Human nature hasn't changed, but the ease of indulgence – from food to credit cards to the Internet – has. The good news is that we can outsmart our impulses.
The latest grim news in our battle with our waistlines is that the problem is going global: A new report in the medical journal The Lancet has found that the rate of obesity worldwide has doubled since 1980. Some 500 million people now qualify, and three times that number are "merely" overweight.
That individuals the world over increasingly find themselves in such straits is in its way good news, despite the dire medical implications. Traditionally, after all, the world's difficulty with hunger was that there was never enough food. Perhaps someday, if we are fortunate, obesity will supplant famine altogether in the catalog of the world's problems.

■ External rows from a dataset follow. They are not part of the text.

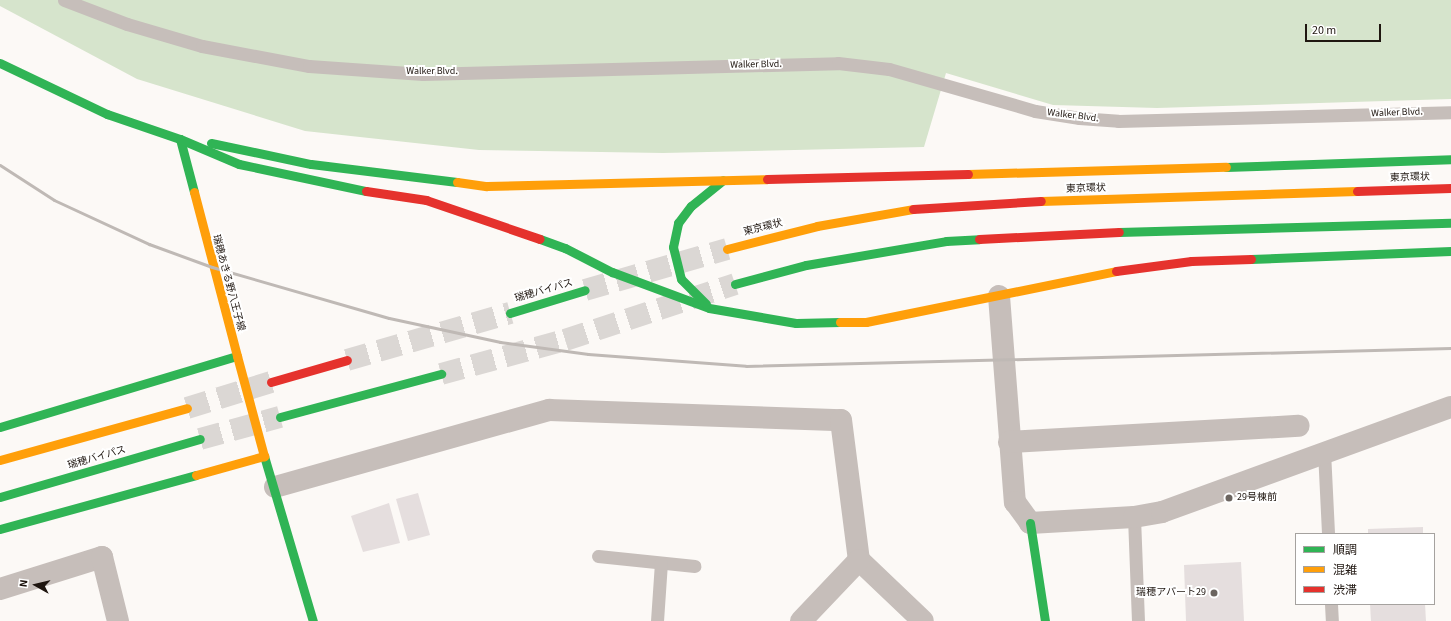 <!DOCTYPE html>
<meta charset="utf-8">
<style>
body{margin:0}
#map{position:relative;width:1451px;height:621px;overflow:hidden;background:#fcf9f6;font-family:"Source Sans 3","Noto Sans JP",sans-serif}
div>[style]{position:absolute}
.green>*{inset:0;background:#d6e4cc}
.building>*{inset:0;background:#e5dede}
.highway-tunnel>*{height:22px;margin-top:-11px;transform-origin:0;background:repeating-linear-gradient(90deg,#dbd7d4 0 22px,transparent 0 33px)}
.lane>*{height:13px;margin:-6.5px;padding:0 6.5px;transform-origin:6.5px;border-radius:6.5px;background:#c6beba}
.street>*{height:22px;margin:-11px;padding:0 11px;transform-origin:11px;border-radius:11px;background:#c6beba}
.fast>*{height:9px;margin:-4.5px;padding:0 4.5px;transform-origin:4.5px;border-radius:4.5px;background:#30b455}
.slow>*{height:9px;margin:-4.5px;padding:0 4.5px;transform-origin:4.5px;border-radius:4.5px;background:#ff9f0a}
.jam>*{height:9px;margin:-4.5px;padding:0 4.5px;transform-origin:4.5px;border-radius:4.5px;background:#e5322d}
.rail>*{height:3px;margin:-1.5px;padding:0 1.5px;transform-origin:1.5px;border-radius:1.5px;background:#bfb9b5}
.slow-bridge>*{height:9px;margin:-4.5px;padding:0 4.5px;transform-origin:4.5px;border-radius:4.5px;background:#ff9f0a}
.dots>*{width:11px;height:11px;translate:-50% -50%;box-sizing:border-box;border:2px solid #fff;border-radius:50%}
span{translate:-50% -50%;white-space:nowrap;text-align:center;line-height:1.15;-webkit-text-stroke:4px #fff;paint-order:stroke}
.street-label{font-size:10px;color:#1f1610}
.poi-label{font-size:10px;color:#1f1610}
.left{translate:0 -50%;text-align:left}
.right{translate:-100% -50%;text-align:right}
.legend{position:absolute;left:1295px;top:533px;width:140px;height:72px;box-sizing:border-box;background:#fff;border:1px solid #a5a29f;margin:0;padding:5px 7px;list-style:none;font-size:12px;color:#1f1610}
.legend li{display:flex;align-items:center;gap:8px;height:20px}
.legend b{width:20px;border:1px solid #a5a29f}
.north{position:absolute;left:16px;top:565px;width:40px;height:40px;-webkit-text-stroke:3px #fff;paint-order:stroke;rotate:278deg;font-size:11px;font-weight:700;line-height:16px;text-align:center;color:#1f1610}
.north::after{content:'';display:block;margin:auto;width:14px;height:18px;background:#1f1610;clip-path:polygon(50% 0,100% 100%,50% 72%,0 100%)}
.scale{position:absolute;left:1305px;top:24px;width:76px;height:18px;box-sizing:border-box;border:2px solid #1f1610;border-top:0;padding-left:5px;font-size:12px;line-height:14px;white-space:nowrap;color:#1f1610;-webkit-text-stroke:3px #fff;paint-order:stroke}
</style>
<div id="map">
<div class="green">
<div style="clip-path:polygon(0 0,1451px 0,1451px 99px,1157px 108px,1053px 105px,946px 73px,924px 147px,663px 153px,479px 150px,305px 131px,137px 79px,0 6px)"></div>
</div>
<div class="building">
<div style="clip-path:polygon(418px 493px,430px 535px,408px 541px,396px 499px)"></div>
<div style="clip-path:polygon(389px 503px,400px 543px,363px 552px,351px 516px)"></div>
<div style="clip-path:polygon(1423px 527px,1423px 534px,1368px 534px,1368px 529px)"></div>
<div style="clip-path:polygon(1241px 562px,1244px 621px,1186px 621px,1184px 565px)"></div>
<div style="clip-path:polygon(1370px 604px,1425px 604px,1426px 621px,1371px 621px)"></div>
</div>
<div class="highway-tunnel">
<div style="left:585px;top:290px;width:148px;rotate:-16.1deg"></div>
<div style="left:347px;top:360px;width:170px;rotate:-16.1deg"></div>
<div style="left:441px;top:374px;width:129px;rotate:-15.3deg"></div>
<div style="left:565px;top:340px;width:179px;rotate:-18.2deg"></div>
<div style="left:187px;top:408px;width:88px;rotate:-17.2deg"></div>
<div style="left:200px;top:439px;width:83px;rotate:-15.4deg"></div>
</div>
<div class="lane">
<div style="left:64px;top:0;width:67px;rotate:20.9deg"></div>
<div style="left:127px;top:24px;width:78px;rotate:16.3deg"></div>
<div style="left:202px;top:46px;width:109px;rotate:10.6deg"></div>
<div style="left:309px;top:66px;width:114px;rotate:4deg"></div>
<div style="left:423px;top:74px;width:415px;rotate:-1.5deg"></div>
<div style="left:838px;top:63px;width:51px;rotate:6.7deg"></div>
<div style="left:889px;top:69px;width:152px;rotate:16deg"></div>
<div style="left:1035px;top:111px;width:45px;rotate:9deg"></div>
<div style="left:1079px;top:118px;width:39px;rotate:4deg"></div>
<div style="left:1118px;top:121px;width:333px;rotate:-1.5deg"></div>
<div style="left:1324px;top:451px;width:83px;rotate:87.2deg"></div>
<div style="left:1134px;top:517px;width:104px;rotate:87.8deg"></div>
<div style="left:598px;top:556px;width:97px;rotate:5.9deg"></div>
<div style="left:1331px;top:604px;width:17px;rotate:87deg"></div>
<div style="left:657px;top:621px;width:58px;rotate:-86.1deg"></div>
</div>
<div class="street">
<div style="left:999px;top:296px;width:207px;rotate:85.6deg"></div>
<div style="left:1015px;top:502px;width:26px;rotate:54deg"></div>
<div style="left:1030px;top:523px;width:104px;rotate:-3.3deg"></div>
<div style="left:1134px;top:517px;width:28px;rotate:-10deg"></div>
<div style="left:1162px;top:512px;width:307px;rotate:-20deg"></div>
<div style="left:1009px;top:442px;width:290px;rotate:-3.2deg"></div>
<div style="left:275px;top:487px;width:285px;rotate:-15.7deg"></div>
<div style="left:549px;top:410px;width:292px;rotate:2deg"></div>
<div style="left:841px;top:420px;width:141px;rotate:82.7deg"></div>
<div style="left:859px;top:560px;width:88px;rotate:43.6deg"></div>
<div style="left:0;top:589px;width:107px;rotate:-17.4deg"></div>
<div style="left:102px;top:557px;width:66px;rotate:76deg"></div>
<div style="left:801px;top:621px;width:84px;rotate:-46.4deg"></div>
</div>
<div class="fast">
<div style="left:0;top:63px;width:119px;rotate:25.5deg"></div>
<div style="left:107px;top:114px;width:77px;rotate:18.9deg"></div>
<div style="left:180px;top:139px;width:55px;rotate:75.2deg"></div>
<div style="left:180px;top:139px;width:64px;rotate:23deg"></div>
<div style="left:239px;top:164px;width:130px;rotate:12deg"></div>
<div style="left:211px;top:143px;width:102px;rotate:11.9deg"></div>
<div style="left:311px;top:164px;width:147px;rotate:7deg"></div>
<div style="left:1226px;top:167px;width:225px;rotate:-2deg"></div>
<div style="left:1119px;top:232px;width:332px;rotate:-1.6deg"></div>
<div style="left:540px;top:239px;width:27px;rotate:20deg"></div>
<div style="left:565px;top:248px;width:53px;rotate:27.1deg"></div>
<div style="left:612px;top:272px;width:103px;rotate:20.4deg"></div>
<div style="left:709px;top:308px;width:88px;rotate:9.8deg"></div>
<div style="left:796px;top:323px;width:44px;rotate:-1.3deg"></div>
<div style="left:1251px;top:259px;width:200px;rotate:-2.3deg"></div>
<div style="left:735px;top:284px;width:73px;rotate:-15deg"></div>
<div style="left:806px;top:265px;width:142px;rotate:-9.7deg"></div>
<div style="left:946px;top:241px;width:33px;rotate:-3deg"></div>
<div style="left:706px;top:304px;width:35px;rotate:-135deg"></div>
<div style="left:681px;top:279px;width:33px;rotate:-104deg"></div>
<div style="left:673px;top:247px;width:25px;rotate:-78deg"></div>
<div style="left:678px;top:223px;width:21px;rotate:-53deg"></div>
<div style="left:691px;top:206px;width:41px;rotate:-39.1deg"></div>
<div style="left:510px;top:313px;width:78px;rotate:-17deg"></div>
<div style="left:280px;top:417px;width:167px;rotate:-15deg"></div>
<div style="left:0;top:427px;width:247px;rotate:-16.7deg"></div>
<div style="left:264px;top:456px;width:172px;rotate:73.5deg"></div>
<div style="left:0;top:497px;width:208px;rotate:-16.2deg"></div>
<div style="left:1030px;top:523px;width:99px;rotate:81.3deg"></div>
<div style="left:0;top:529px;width:203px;rotate:-15.4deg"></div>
</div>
<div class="slow">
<div style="left:968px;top:174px;width:258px;rotate:-1.6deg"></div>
<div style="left:457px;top:182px;width:30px;rotate:8deg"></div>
<div style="left:487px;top:186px;width:280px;rotate:-1.4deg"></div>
<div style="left:194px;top:192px;width:170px;rotate:75.3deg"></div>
<div style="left:1041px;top:201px;width:316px;rotate:-1.8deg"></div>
<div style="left:727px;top:249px;width:93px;rotate:-14.3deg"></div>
<div style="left:817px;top:226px;width:97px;rotate:-10deg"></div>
<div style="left:840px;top:322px;width:26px"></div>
<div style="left:866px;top:322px;width:255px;rotate:-11.5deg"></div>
<div style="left:0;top:460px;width:194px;rotate:-15.5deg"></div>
<div style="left:196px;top:475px;width:71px;rotate:-15.6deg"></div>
</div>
<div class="jam">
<div style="left:767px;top:179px;width:201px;rotate:-1.4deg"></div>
<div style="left:366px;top:191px;width:61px;rotate:8.5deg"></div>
<div style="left:426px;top:200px;width:120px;rotate:18.9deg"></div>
<div style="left:1357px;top:191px;width:94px;rotate:-1.8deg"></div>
<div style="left:913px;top:209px;width:128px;rotate:-3.6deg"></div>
<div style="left:979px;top:239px;width:140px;rotate:-2.9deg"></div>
<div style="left:1116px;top:271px;width:76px;rotate:-7.6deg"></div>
<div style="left:1191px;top:261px;width:60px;rotate:-1.9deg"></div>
<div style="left:271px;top:382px;width:79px;rotate:-16.1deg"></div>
</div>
<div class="rail">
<div style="left:0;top:165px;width:64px;rotate:32.9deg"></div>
<div style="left:54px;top:200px;width:105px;rotate:24.9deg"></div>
<div style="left:149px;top:244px;width:67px;rotate:20.1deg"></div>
<div style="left:212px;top:267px;width:184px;rotate:16.1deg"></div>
<div style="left:389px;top:318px;width:114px;rotate:12.2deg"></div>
<div style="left:500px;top:342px;width:89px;rotate:7.8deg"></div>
<div style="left:588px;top:354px;width:158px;rotate:4.3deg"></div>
<div style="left:746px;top:366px;width:705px;rotate:-1.46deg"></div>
</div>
<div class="slow-bridge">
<div style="left:237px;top:356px;width:104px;rotate:74.9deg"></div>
</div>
<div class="dots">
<div style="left:1229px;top:498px;background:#6c6560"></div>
<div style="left:1214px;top:593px;background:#6c6560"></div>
</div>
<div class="street-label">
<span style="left:756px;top:65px;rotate:-1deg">Walker Blvd.</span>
<span style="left:432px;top:72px">Walker Blvd.</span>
<span style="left:1397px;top:113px;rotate:-2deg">Walker Blvd.</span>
<span style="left:1073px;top:116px;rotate:7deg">Walker Blvd.</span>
<span style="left:1410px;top:178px;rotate:-2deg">東京環状</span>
<span style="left:1086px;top:189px;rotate:-2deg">東京環状</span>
<span style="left:763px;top:228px;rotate:-14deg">東京環状</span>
<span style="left:228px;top:283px;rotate:75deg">瑞穂あきる野八王子線</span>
<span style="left:544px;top:291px;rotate:-16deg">瑞穂バイパス</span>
<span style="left:97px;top:458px;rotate:-16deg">瑞穂バイパス</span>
</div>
<div class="poi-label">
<span class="left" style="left:1237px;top:498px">29号棟前</span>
<span class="right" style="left:1206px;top:593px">瑞穂アパート29</span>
</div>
<ul class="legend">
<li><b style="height:5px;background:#30b455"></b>順調</li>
<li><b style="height:5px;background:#ff9f0a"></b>混雑</li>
<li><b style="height:5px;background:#e5322d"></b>渋滞</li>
</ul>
<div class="north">N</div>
<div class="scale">20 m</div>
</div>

If it does, it will only provide further evidence that in the future, for more and more of us, our greatest challenge will be managing our own appetites and addictions in an environment of expanding freedom and affluence. Meeting this challenge won't be easy. Humans evolved to cope with an environment of relative scarcity and respond powerfully to stimuli – fats and sweets, for example – that were vastly less common in our ancestral landscape than they are today.
Human nature hasn't changed, but the landscape of temptation sure has. Technology is a leading culprit. From refrigeration to credit cards to automobiles to the Internet, technology makes it possible for more and more people to live surrounded by "supernormal" stimuli. Technology goes hand-in-glove with capitalism, which plays a large but complex role as well.
In our work lives, the discipline and demands of commerce have typically been effective at inculcating moderation. But it's a very different story when we get off duty; in our lives as consumers, capitalism beckons and seduces us at every turn to indulge.